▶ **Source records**
++++++
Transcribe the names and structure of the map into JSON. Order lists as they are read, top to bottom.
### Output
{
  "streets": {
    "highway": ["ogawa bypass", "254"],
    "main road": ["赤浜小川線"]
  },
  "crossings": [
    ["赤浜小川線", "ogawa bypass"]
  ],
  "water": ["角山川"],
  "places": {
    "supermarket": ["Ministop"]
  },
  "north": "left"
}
++++++
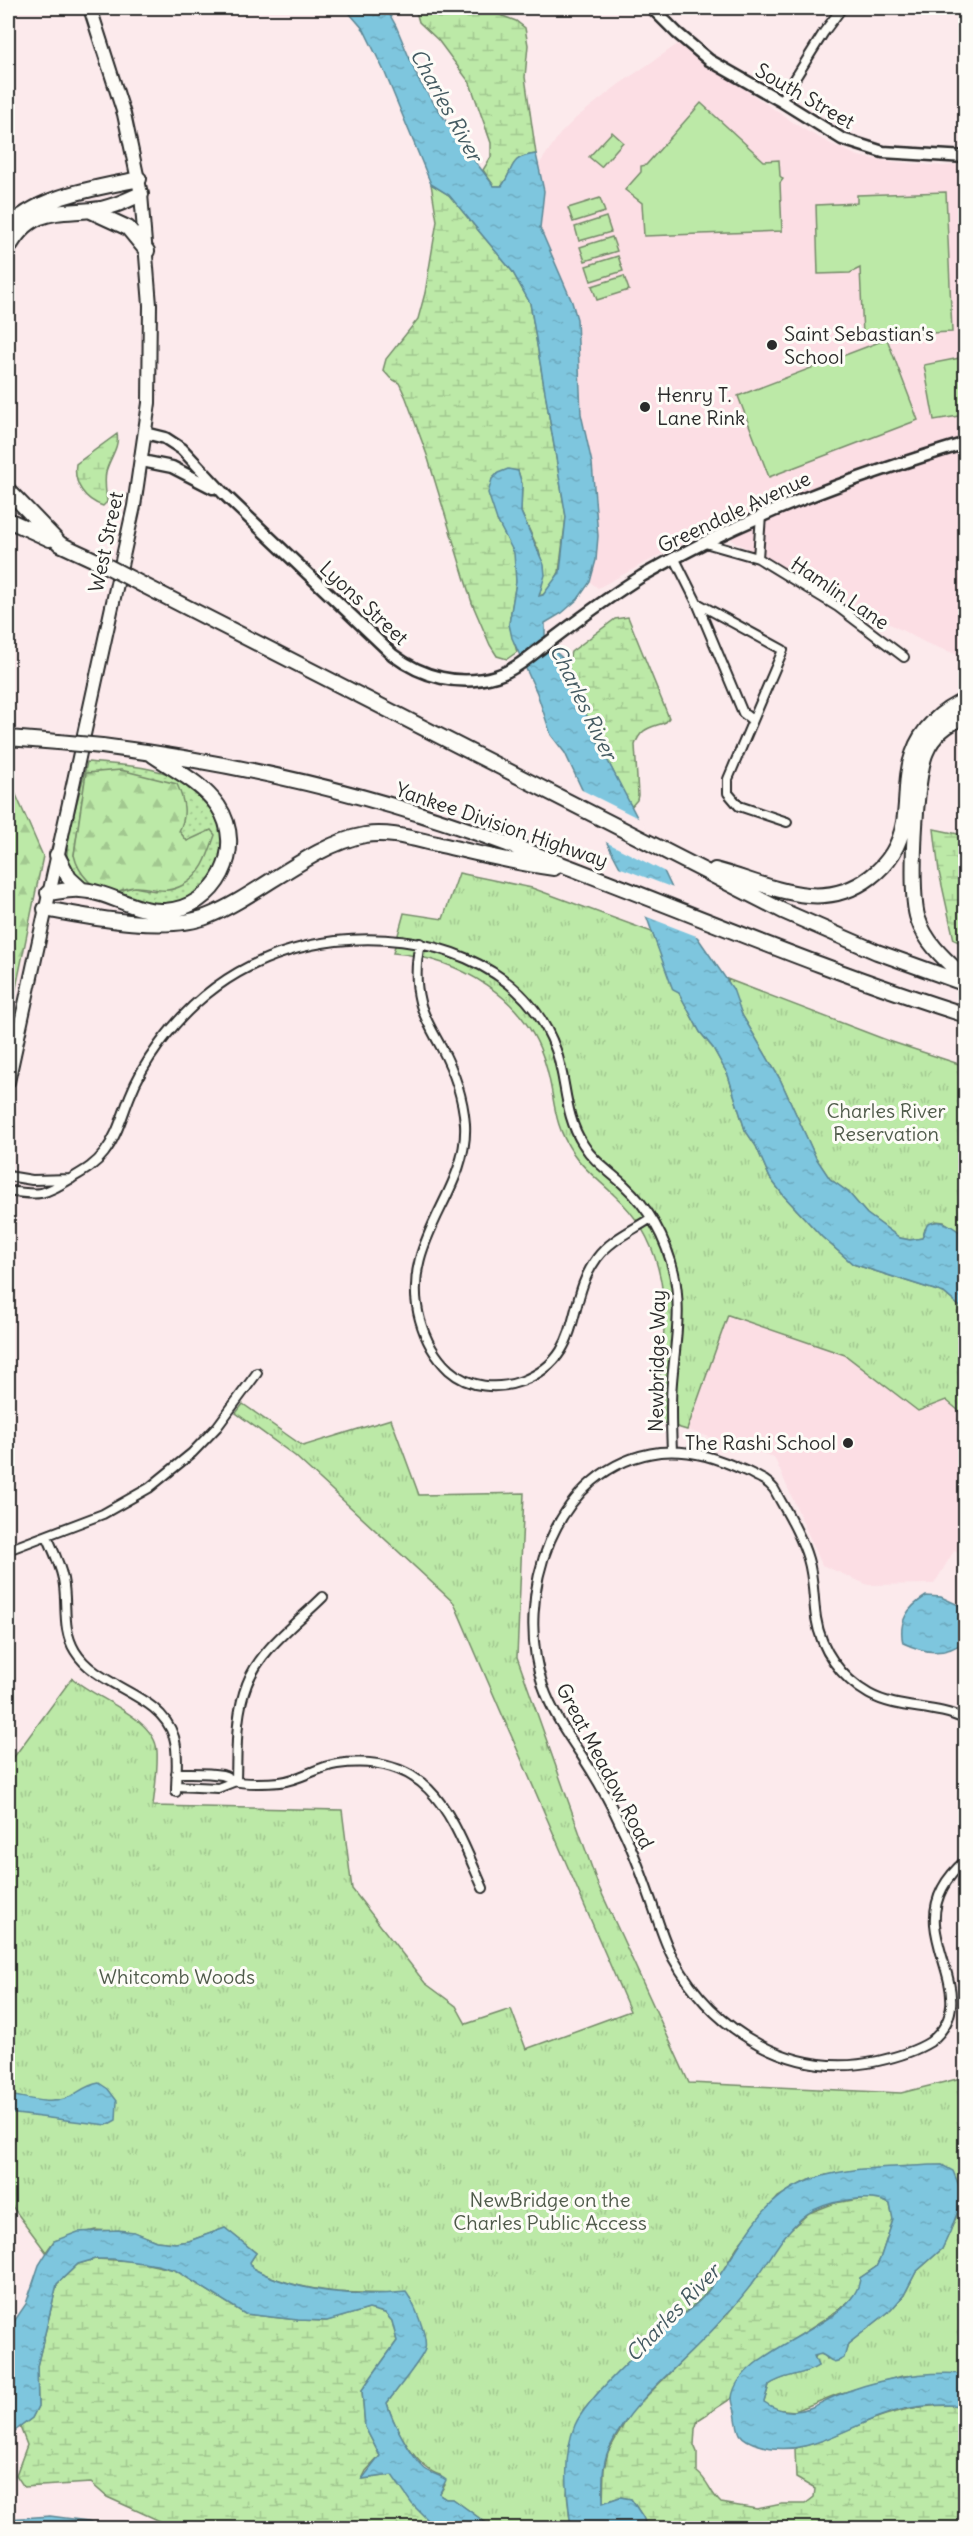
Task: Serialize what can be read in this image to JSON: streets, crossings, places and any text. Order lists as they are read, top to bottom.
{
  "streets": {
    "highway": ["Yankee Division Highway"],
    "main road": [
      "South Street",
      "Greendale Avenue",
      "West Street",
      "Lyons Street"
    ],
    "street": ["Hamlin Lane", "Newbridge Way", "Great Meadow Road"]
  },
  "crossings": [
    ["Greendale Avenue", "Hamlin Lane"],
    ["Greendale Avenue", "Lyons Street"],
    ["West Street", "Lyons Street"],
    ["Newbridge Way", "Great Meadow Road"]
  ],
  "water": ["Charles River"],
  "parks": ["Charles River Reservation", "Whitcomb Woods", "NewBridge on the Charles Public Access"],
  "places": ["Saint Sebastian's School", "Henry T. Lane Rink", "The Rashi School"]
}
++++++
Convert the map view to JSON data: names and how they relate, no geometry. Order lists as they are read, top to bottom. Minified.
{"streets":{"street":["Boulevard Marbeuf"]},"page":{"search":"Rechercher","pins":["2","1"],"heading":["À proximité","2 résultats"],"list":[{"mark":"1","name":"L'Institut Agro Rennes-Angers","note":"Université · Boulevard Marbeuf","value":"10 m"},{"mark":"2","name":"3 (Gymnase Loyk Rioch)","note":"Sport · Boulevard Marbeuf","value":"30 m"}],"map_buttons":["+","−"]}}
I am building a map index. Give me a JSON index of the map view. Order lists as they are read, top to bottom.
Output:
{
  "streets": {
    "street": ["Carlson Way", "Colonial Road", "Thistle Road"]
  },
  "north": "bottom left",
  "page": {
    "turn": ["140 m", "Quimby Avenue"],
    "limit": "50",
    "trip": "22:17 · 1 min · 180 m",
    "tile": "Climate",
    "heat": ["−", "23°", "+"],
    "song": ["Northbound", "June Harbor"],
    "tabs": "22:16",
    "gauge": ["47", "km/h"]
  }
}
++++++
▶ **WHAT IS BEING ASKED**
A word-for-word copy of the lines above from the one with "Convert the map" through the one with "I am building", inclusive, is the only output wanted.

▶ **WRITTEN ANSWER**
Convert the map view to JSON data: names and how they relate, no geometry. Order lists as they are read, top to bottom. Minified.
{"streets":{"street":["Boulevard Marbeuf"]},"page":{"search":"Rechercher","pins":["2","1"],"heading":["À proximité","2 résultats"],"list":[{"mark":"1","name":"L'Institut Agro Rennes-Angers","note":"Université · Boulevard Marbeuf","value":"10 m"},{"mark":"2","name":"3 (Gymnase Loyk Rioch)","note":"Sport · Boulevard Marbeuf","value":"30 m"}],"map_buttons":["+","−"]}}
I am building a map index. Give me a JSON index of the map view. Order lists as they are read, top to bottom.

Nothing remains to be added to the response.